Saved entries
= Beginning of Section =

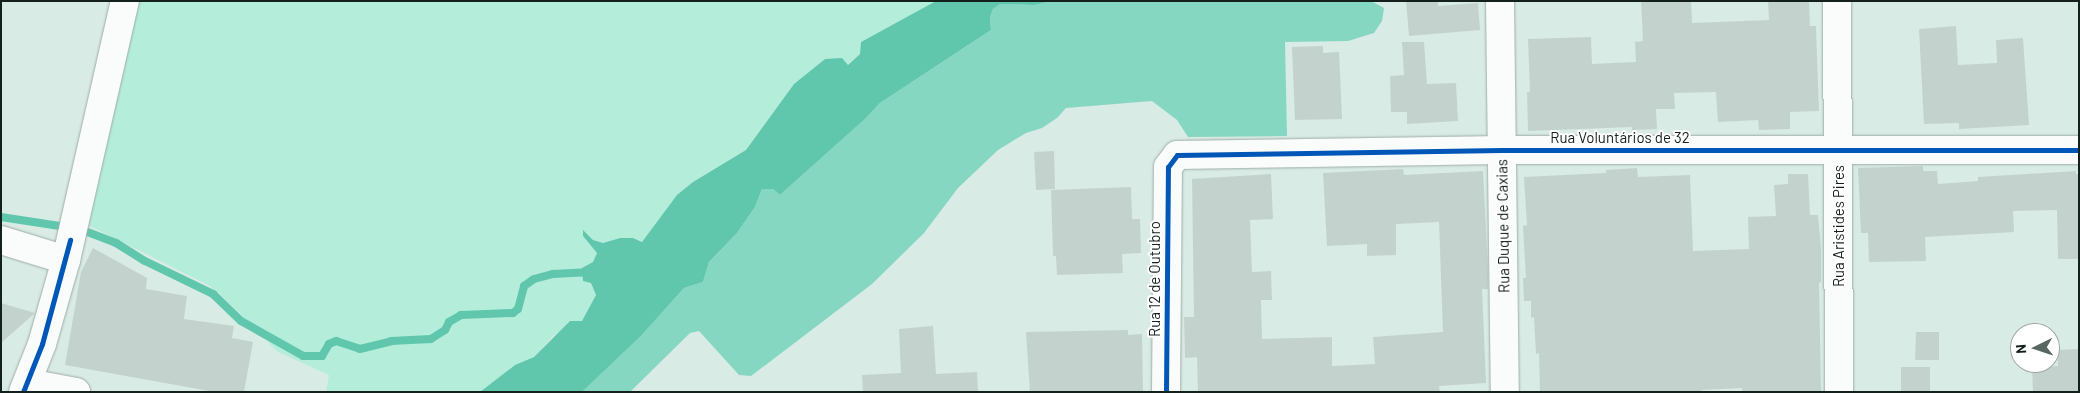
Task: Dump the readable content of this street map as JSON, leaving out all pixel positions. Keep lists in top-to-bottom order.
{
  "streets": {
    "street": [
      "Rua Voluntários de 32",
      "Rua Duque de Caxias",
      "Rua Aristides Pires",
      "Rua 12 de Outubro"
    ]
  },
  "crossings": [
    ["Rua Voluntários de 32", "Rua Duque de Caxias"],
    ["Rua Voluntários de 32", "Rua Aristides Pires"],
    ["Rua Voluntários de 32", "Rua 12 de Outubro"]
  ],
  "north": "left"
}
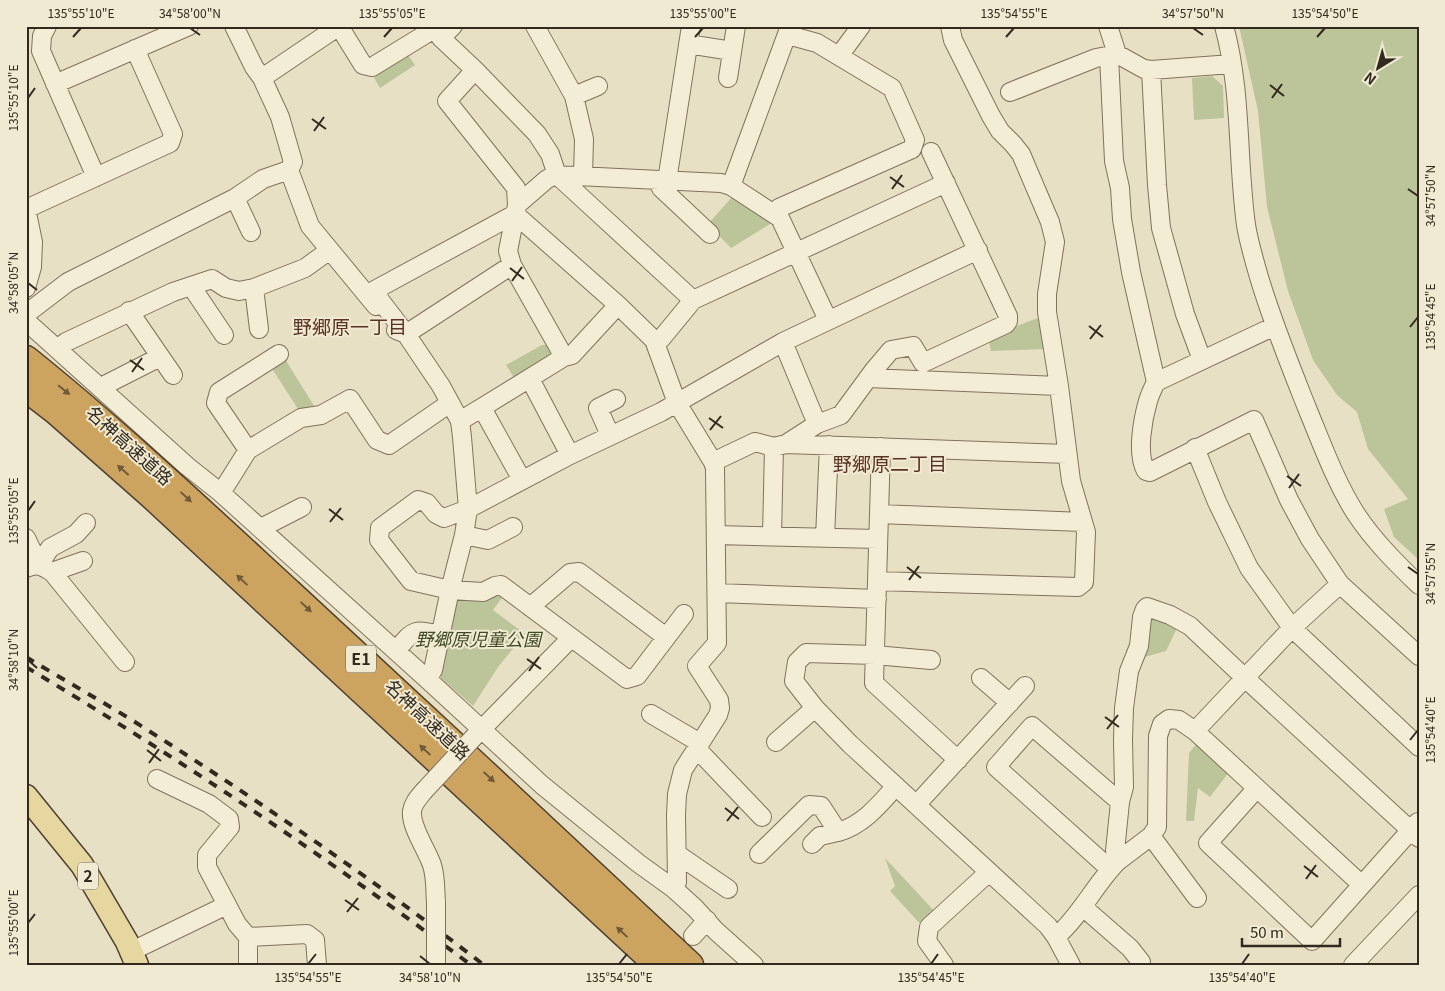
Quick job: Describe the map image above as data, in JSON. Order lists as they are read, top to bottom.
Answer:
{
  "streets": {
    "highway": ["名神高速道路", "E1"],
    "main road": ["2"]
  },
  "districts": ["野郷原一丁目", "野郷原二丁目"],
  "parks": ["野郷原児童公園"],
  "scale_bar": "50 m",
  "north": "bottom left",
  "coordinates": [
    "135°55'10\"E",
    "34°58'00\"N",
    "135°55'05\"E",
    "135°55'00\"E",
    "135°54'55\"E",
    "34°57'50\"N",
    "135°54'50\"E",
    "34°58'05\"N",
    "135°54'45\"E",
    "34°57'55\"N",
    "34°58'10\"N",
    "135°54'40\"E"
  ]
}
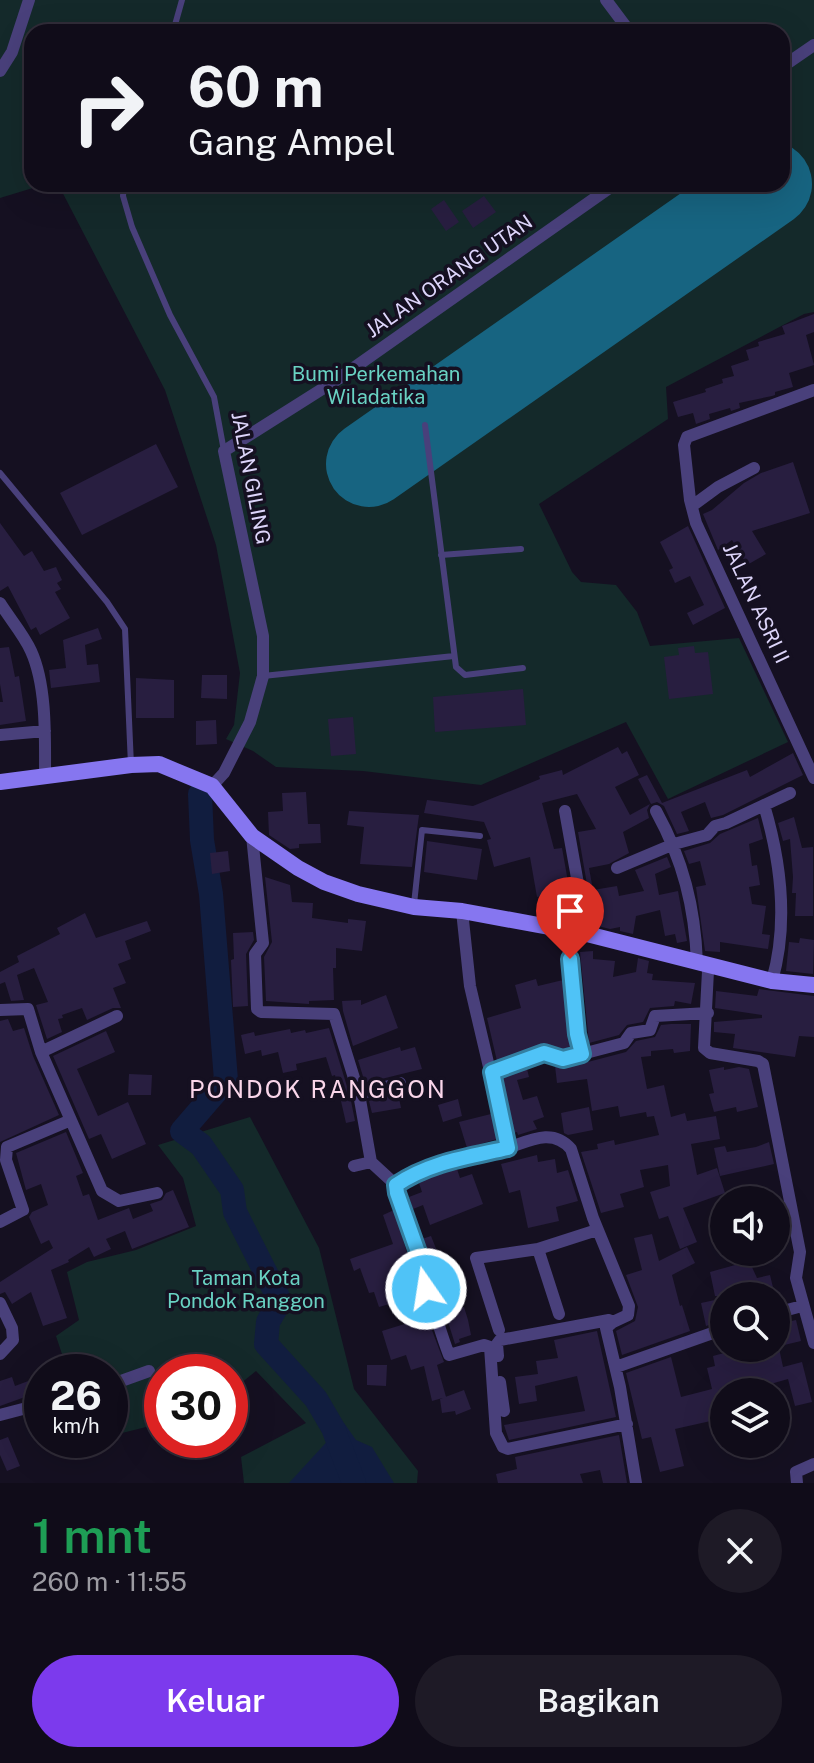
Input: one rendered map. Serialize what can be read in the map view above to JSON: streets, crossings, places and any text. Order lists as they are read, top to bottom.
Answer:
{
  "streets": {
    "street": ["JALAN ORANG UTAN", "JALAN GILING", "JALAN ASRI II"]
  },
  "crossings": [
    ["JALAN ORANG UTAN", "JALAN GILING"]
  ],
  "districts": ["PONDOK RANGGON"],
  "parks": ["Bumi Perkemahan Wiladatika", "Taman Kota Pondok Ranggon"],
  "page": {
    "turn": ["60 m", "Gang Ampel"],
    "speed": "26 km/h",
    "limit": "30",
    "heading": ["1 mnt", "260 m · 11:55"],
    "buttons": ["Keluar", "Bagikan"]
  }
}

= End of Section =

**Exercise**.
Before you finish, make sure every line above has been repeated exactly and no picture remains in the copy.

**Result**.
Task: Dump the readable content of this street map as JSON, leaving out all pixel positions. Keep lists in top-to-bottom order.
{
  "streets": {
    "street": [
      "Rua Voluntários de 32",
      "Rua Duque de Caxias",
      "Rua Aristides Pires",
      "Rua 12 de Outubro"
    ]
  },
  "crossings": [
    ["Rua Voluntários de 32", "Rua Duque de Caxias"],
    ["Rua Voluntários de 32", "Rua Aristides Pires"],
    ["Rua Voluntários de 32", "Rua 12 de Outubro"]
  ],
  "north": "left"
}
Quick job: Describe the map image above as data, in JSON. Order lists as they are read, top to bottom.
Answer:
{
  "streets": {
    "highway": ["名神高速道路", "E1"],
    "main road": ["2"]
  },
  "districts": ["野郷原一丁目", "野郷原二丁目"],
  "parks": ["野郷原児童公園"],
  "scale_bar": "50 m",
  "north": "bottom left",
  "coordinates": [
    "135°55'10\"E",
    "34°58'00\"N",
    "135°55'05\"E",
    "135°55'00\"E",
    "135°54'55\"E",
    "34°57'50\"N",
    "135°54'50\"E",
    "34°58'05\"N",
    "135°54'45\"E",
    "34°57'55\"N",
    "34°58'10\"N",
    "135°54'40\"E"
  ]
}
Input: one rendered map. Serialize what can be read in the map view above to JSON: streets, crossings, places and any text. Order lists as they are read, top to bottom.
Answer:
{
  "streets": {
    "street": ["JALAN ORANG UTAN", "JALAN GILING", "JALAN ASRI II"]
  },
  "crossings": [
    ["JALAN ORANG UTAN", "JALAN GILING"]
  ],
  "districts": ["PONDOK RANGGON"],
  "parks": ["Bumi Perkemahan Wiladatika", "Taman Kota Pondok Ranggon"],
  "page": {
    "turn": ["60 m", "Gang Ampel"],
    "speed": "26 km/h",
    "limit": "30",
    "heading": ["1 mnt", "260 m · 11:55"],
    "buttons": ["Keluar", "Bagikan"]
  }
}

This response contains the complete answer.